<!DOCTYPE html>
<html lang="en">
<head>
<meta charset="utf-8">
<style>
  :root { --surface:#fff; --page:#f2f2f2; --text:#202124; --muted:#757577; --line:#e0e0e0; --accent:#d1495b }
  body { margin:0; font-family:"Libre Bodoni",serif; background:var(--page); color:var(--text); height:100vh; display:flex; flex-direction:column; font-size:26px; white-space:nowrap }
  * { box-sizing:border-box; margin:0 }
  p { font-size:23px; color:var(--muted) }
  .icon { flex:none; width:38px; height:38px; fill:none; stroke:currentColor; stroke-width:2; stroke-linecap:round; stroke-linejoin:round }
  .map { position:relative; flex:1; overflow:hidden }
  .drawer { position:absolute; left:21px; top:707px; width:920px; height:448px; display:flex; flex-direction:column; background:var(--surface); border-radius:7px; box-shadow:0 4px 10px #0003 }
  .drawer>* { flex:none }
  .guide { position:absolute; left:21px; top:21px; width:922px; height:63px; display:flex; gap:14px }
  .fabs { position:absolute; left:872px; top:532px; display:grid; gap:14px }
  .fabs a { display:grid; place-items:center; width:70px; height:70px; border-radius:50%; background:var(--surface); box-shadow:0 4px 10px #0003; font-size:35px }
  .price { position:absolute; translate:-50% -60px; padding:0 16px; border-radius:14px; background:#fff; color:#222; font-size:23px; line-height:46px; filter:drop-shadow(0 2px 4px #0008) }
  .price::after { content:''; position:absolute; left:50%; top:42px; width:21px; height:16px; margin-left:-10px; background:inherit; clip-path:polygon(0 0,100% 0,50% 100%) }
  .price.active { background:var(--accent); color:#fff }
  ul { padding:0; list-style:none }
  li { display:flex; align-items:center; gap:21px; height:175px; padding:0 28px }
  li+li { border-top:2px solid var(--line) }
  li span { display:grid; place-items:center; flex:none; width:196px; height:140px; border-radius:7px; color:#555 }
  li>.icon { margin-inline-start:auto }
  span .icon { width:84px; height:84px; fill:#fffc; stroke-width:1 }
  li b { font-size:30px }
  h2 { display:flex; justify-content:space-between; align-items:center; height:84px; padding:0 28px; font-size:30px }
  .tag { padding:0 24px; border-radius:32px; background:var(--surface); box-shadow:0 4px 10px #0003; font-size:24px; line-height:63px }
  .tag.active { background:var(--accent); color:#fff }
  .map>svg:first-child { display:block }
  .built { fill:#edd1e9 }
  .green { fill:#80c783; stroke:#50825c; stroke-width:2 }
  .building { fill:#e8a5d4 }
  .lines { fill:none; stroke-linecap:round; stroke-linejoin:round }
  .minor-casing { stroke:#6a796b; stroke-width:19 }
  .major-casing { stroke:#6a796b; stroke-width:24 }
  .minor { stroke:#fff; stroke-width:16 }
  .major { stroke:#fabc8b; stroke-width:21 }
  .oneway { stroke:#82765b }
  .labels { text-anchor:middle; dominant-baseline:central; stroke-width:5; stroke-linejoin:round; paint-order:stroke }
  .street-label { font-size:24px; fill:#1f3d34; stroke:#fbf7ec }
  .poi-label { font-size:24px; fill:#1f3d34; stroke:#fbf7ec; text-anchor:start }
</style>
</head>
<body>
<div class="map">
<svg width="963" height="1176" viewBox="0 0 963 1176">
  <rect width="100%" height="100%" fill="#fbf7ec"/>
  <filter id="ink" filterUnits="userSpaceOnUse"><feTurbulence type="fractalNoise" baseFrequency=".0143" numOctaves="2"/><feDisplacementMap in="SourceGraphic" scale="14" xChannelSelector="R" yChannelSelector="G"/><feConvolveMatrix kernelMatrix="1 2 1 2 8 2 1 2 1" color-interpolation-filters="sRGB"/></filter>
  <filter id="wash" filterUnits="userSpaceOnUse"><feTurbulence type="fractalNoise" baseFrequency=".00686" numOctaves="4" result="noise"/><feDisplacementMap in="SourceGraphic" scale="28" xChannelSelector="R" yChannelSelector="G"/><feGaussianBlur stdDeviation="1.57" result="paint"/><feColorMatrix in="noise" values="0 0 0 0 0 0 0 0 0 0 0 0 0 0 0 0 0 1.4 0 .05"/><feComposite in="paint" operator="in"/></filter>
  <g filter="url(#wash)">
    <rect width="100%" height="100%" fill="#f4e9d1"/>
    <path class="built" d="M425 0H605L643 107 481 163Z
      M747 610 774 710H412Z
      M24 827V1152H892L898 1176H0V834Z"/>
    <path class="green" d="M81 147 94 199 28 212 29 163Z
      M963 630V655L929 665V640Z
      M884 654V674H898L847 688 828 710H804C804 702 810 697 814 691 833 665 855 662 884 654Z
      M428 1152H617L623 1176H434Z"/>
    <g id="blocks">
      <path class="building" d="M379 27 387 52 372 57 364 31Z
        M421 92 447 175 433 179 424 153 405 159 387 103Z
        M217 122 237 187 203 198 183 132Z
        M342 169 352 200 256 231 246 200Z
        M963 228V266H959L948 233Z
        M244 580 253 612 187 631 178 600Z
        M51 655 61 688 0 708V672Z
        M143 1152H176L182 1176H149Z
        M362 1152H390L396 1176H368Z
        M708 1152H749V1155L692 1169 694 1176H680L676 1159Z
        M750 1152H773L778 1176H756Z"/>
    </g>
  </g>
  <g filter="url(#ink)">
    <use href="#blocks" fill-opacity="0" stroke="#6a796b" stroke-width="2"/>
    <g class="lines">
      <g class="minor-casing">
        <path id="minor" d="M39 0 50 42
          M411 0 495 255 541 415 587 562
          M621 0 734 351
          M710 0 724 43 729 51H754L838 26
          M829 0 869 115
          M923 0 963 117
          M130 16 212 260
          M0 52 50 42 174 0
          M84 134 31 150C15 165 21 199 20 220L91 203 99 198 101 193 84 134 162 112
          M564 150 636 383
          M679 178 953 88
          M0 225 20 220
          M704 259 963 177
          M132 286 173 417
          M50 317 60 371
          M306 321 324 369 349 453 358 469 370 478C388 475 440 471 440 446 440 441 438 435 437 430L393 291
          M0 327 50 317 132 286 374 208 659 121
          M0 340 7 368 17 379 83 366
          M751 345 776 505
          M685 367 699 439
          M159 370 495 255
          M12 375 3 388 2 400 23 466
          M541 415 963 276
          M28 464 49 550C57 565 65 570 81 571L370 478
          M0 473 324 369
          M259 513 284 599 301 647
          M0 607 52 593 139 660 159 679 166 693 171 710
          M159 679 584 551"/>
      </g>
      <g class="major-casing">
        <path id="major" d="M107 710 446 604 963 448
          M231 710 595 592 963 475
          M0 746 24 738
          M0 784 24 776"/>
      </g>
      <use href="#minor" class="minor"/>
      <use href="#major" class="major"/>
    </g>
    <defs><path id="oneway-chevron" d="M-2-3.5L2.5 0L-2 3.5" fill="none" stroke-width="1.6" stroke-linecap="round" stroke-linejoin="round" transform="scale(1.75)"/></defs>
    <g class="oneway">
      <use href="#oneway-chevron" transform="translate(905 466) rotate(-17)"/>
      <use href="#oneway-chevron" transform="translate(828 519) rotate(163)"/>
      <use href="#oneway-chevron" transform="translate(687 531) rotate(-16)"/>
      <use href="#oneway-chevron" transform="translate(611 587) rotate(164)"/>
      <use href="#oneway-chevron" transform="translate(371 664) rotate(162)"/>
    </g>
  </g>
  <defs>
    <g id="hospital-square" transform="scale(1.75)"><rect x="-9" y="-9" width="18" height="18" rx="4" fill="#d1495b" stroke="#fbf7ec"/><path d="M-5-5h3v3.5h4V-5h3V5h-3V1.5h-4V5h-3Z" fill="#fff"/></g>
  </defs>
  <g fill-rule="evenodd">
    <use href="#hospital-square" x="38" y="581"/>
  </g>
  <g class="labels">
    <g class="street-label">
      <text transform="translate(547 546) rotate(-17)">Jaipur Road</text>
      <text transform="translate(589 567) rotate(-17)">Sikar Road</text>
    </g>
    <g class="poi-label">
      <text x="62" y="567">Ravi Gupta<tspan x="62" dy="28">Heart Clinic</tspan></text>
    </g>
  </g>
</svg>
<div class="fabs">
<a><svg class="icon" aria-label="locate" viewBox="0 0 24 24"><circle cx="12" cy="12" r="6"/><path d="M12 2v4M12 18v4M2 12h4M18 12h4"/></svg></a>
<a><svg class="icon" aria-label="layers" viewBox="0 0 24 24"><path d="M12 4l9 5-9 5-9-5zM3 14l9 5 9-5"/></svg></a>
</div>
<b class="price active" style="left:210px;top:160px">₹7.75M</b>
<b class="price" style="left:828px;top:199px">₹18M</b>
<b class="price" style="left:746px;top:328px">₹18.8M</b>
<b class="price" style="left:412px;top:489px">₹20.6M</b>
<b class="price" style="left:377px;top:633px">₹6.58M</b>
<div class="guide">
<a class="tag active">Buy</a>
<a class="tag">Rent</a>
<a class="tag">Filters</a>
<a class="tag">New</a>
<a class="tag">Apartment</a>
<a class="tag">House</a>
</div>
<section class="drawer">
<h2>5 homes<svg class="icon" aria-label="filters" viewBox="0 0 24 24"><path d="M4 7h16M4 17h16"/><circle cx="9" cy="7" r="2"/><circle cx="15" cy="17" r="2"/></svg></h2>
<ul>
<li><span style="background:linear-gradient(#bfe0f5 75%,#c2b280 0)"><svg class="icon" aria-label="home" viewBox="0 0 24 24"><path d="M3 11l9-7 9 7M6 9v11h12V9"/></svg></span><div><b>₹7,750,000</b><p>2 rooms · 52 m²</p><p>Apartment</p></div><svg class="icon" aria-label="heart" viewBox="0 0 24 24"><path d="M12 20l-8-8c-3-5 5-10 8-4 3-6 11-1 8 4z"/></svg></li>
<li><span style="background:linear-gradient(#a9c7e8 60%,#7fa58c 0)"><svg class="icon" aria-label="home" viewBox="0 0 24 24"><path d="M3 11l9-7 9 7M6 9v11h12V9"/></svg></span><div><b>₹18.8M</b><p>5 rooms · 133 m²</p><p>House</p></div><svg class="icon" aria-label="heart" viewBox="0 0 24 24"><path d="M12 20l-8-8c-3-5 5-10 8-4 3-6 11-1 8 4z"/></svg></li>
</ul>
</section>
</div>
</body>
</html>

::::::::::

With the line that has "background:var(--page); color:var(--text); height:100vh;" as the first and the line that has "width:84px; height:84px; fill:#fffc;" as the last, repeat exactly that run of lines above and no more.

  body { margin:0; font-family:"Libre Bodoni",serif; background:var(--page); color:var(--text); height:100vh; display:flex; flex-direction:column; font-size:26px; white-space:nowrap }
  * { box-sizing:border-box; margin:0 }
  p { font-size:23px; color:var(--muted) }
  .icon { flex:none; width:38px; height:38px; fill:none; stroke:currentColor; stroke-width:2; stroke-linecap:round; stroke-linejoin:round }
  .map { position:relative; flex:1; overflow:hidden }
  .drawer { position:absolute; left:21px; top:707px; width:920px; height:448px; display:flex; flex-direction:column; background:var(--surface); border-radius:7px; box-shadow:0 4px 10px #0003 }
  .drawer>* { flex:none }
  .guide { position:absolute; left:21px; top:21px; width:922px; height:63px; display:flex; gap:14px }
  .fabs { position:absolute; left:872px; top:532px; display:grid; gap:14px }
  .fabs a { display:grid; place-items:center; width:70px; height:70px; border-radius:50%; background:var(--surface); box-shadow:0 4px 10px #0003; font-size:35px }
  .price { position:absolute; translate:-50% -60px; padding:0 16px; border-radius:14px; background:#fff; color:#222; font-size:23px; line-height:46px; filter:drop-shadow(0 2px 4px #0008) }
  .price::after { content:''; position:absolute; left:50%; top:42px; width:21px; height:16px; margin-left:-10px; background:inherit; clip-path:polygon(0 0,100% 0,50% 100%) }
  .price.active { background:var(--accent); color:#fff }
  ul { padding:0; list-style:none }
  li { display:flex; align-items:center; gap:21px; height:175px; padding:0 28px }
  li+li { border-top:2px solid var(--line) }
  li span { display:grid; place-items:center; flex:none; width:196px; height:140px; border-radius:7px; color:#555 }
  li>.icon { margin-inline-start:auto }
  span .icon { width:84px; height:84px; fill:#fffc; stroke-width:1 }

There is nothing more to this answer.